This was his true calling, she acknowledged inwardly, his birthright. Her relationship with him paled in comparison to this galactic Pearl Harbor, to these people and their inexorable pull on him. Rom was merely her lover, but he was their king. And they had every right to take him from her. She forced open her grip on his fingers.

Rom brought his mouth to her ear. “It is time to offer the gauntlet once more. Pray this time they take it.” He stood, proud and tall. “Lord Dar—”

“One moment, my lord,” the young pilot said, this time addressing Rom. He was gripping his helmet so hard that his knuckles were white. “I have news of the B’kah cruiser. They followed the enemy out of hyperspace, then to what we think is their center of operations. Their arsenal there—it boggles the mind.”

“Where is it? Do they know?”

“Yes, sir. Balkanor.”

“Balkanor,” Rom said on a harsh exhalation. Jas looked at his face anxiously. What he’d feared most had happened: the years had allowed Sharron to transform Balkanor into a womb of illegal weaponry. “What of the cruiser?”

The pilot lifted his chin. “The signal was lost. We haven’t been able to raise them since. I…we think the ship was destroyed, my lord.”

There was a small commotion near the doorway. Then the group parted for Di, tight-faced and cloaked in an uncharacteristically somber garment. Her chest was rising and falling rapidly. “Romlijhian, a call came for you on the private channel.” Her voice shook. “It’s Father. He’s summoned you to the Wheel.”

From the viewport in the luxurious Dar cruiser, Jas could see their destination. Lit from within, the tiny disk rotated slowly, like a lost toy among the stars. But as they neared the Wheel, it grew in size until it was staggeringly huge. A million winking lights; spokes as wide and tall as the Empire State Building. It was a marvel of construction, even for a society that had achieved lightspeed space travel eons ago. “Five thousand years old…incredible.”

“Much history has transpired here,” Rom said, his arms snug around her waist. She set down her mug of steaming tock and leaned back into his embrace. They watched in exhausted silence until their cruiser docked in one of the thousands of bays. They’d been traveling for three days, sleeping little while they prepared the address Rom hoped to deliver to the Great Council—and his father.

The elder B’kah had not yet contacted Rom during their journey to council headquarters, nor forwarded any messages other than the mysterious summons he had sent Di. What pressure Rom must be feeling, Jas thought, not knowing whether his father had brought him here to laud him or humiliate him. All she knew was that the tyrant had better not cross her path, unless he wanted to hear how she regarded his treatment of his son.

The cruiser shuddered, then stilled. She tried to sound lighthearted. “Well, this is it. We’re here.”

Rom rested his hands on her shoulders, turning her to face him. Long, silent moments slipped by as he observed her somberly. She came up on her toes to kiss him lightly. “A grain of salt for your thoughts,” she coaxed.

He seemed to choose his words carefully. “I have given much thought to us—to our shared vision, and to why you returned to me. The Great Mother gave us this time together”—his fingertip traced her lower lip—“not for love, or the happiness you have brought me in such abundance, but to light my path to the destiny She has chosen for me.”

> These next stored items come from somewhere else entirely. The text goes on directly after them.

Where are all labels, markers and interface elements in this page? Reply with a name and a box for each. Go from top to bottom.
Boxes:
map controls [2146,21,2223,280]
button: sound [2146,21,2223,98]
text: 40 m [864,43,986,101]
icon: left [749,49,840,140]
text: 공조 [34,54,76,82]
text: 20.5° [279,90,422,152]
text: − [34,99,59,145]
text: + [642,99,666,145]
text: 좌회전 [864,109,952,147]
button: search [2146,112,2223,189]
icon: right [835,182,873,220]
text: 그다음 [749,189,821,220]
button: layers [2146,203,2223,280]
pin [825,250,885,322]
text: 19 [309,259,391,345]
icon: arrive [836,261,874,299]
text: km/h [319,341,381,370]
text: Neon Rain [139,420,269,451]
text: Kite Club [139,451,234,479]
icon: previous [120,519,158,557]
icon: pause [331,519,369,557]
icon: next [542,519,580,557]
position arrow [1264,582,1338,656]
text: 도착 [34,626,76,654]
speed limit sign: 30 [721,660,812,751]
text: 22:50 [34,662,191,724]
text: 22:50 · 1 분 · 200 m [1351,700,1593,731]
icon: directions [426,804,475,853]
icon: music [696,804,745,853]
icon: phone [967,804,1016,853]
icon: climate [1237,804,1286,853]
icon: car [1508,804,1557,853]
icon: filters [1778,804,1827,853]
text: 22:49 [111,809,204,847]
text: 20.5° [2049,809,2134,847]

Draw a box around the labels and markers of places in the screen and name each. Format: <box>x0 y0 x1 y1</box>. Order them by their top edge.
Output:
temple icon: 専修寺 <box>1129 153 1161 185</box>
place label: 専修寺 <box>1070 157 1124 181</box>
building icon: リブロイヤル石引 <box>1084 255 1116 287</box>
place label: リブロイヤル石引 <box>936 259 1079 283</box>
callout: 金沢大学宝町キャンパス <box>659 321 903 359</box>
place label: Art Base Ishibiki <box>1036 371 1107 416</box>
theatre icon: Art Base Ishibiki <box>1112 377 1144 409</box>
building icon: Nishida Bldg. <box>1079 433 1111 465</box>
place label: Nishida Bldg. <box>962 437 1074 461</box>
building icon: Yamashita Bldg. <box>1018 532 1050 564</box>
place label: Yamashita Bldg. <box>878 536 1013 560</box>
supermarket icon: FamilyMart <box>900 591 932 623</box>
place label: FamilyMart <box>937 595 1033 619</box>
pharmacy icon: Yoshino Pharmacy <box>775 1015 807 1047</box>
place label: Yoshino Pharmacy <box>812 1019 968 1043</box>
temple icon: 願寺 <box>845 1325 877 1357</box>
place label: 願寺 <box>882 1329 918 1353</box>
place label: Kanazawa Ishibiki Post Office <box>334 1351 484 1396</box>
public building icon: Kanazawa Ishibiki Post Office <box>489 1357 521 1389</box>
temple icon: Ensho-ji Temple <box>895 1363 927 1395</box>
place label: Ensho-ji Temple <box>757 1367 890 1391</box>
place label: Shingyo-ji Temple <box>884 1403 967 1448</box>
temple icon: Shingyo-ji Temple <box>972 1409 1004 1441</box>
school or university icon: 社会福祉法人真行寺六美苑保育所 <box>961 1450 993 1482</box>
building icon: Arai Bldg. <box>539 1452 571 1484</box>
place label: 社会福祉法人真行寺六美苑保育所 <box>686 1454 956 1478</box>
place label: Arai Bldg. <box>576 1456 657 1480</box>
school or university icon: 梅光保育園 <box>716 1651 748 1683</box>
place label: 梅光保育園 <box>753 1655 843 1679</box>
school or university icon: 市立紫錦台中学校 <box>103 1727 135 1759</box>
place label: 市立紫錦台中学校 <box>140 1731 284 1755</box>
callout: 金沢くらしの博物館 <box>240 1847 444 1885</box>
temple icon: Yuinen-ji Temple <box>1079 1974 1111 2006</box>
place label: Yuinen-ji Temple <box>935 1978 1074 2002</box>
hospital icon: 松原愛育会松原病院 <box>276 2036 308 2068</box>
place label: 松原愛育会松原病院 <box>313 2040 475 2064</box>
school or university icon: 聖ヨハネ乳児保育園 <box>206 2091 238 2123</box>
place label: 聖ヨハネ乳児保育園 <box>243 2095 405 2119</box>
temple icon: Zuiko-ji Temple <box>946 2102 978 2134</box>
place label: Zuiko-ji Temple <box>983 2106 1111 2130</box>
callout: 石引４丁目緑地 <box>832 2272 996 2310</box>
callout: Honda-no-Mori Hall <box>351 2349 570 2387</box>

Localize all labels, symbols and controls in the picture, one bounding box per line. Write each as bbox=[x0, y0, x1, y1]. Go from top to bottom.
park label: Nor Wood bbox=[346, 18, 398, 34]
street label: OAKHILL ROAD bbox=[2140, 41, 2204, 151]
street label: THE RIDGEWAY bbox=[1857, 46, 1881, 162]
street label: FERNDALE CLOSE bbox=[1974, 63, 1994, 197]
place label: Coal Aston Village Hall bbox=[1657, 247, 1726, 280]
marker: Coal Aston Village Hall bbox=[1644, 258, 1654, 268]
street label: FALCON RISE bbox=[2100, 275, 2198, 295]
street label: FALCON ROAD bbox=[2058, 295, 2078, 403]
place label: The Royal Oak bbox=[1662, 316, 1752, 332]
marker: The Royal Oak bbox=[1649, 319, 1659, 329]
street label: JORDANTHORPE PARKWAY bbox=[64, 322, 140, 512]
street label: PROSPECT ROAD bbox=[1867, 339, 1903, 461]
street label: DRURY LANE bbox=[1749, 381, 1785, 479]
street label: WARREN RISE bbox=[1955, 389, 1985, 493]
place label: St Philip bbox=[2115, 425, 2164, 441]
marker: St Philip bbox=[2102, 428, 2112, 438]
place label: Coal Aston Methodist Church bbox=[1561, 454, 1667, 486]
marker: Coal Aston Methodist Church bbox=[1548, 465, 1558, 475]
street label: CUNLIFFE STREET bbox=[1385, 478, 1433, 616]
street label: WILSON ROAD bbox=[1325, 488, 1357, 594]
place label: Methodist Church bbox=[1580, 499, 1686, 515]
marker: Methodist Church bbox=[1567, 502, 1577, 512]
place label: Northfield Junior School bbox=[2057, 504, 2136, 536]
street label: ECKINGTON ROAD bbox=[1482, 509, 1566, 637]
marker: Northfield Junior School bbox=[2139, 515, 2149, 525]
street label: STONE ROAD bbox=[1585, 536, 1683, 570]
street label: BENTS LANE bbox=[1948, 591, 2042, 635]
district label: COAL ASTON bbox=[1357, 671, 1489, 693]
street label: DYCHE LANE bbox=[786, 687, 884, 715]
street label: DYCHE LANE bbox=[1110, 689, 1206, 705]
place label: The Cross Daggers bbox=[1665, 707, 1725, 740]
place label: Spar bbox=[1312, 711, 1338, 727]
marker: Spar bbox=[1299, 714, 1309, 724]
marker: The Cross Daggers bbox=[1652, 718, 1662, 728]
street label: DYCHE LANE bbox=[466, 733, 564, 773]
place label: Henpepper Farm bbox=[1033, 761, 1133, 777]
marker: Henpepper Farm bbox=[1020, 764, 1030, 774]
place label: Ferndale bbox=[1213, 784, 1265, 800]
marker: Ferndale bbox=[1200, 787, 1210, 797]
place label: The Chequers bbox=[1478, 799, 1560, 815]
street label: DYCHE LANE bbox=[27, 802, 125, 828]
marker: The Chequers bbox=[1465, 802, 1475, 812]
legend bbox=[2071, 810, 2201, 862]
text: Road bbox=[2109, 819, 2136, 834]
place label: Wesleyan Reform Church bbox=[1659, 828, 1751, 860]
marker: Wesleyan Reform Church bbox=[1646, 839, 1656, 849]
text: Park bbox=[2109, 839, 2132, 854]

The hairs on the back of Jas’s neck tingled. “You’re scaring me,” she whispered.

His pupils darkened within his pale gold irises, and he smoothed both palms over her hair, slowly and with care, as if memorizing her. “Your Earth world with its riches brought me back from the frontier. Then you were captured by the Family of the New Day, giving me the chance to rescue you and discover that Sharron was still alive. Then your sickness led me back to the fold of my family—something I swore I’d never do. Now we are here. The Wheel, home of the Great Council.”

She sagged against him. He rested his chin on her head.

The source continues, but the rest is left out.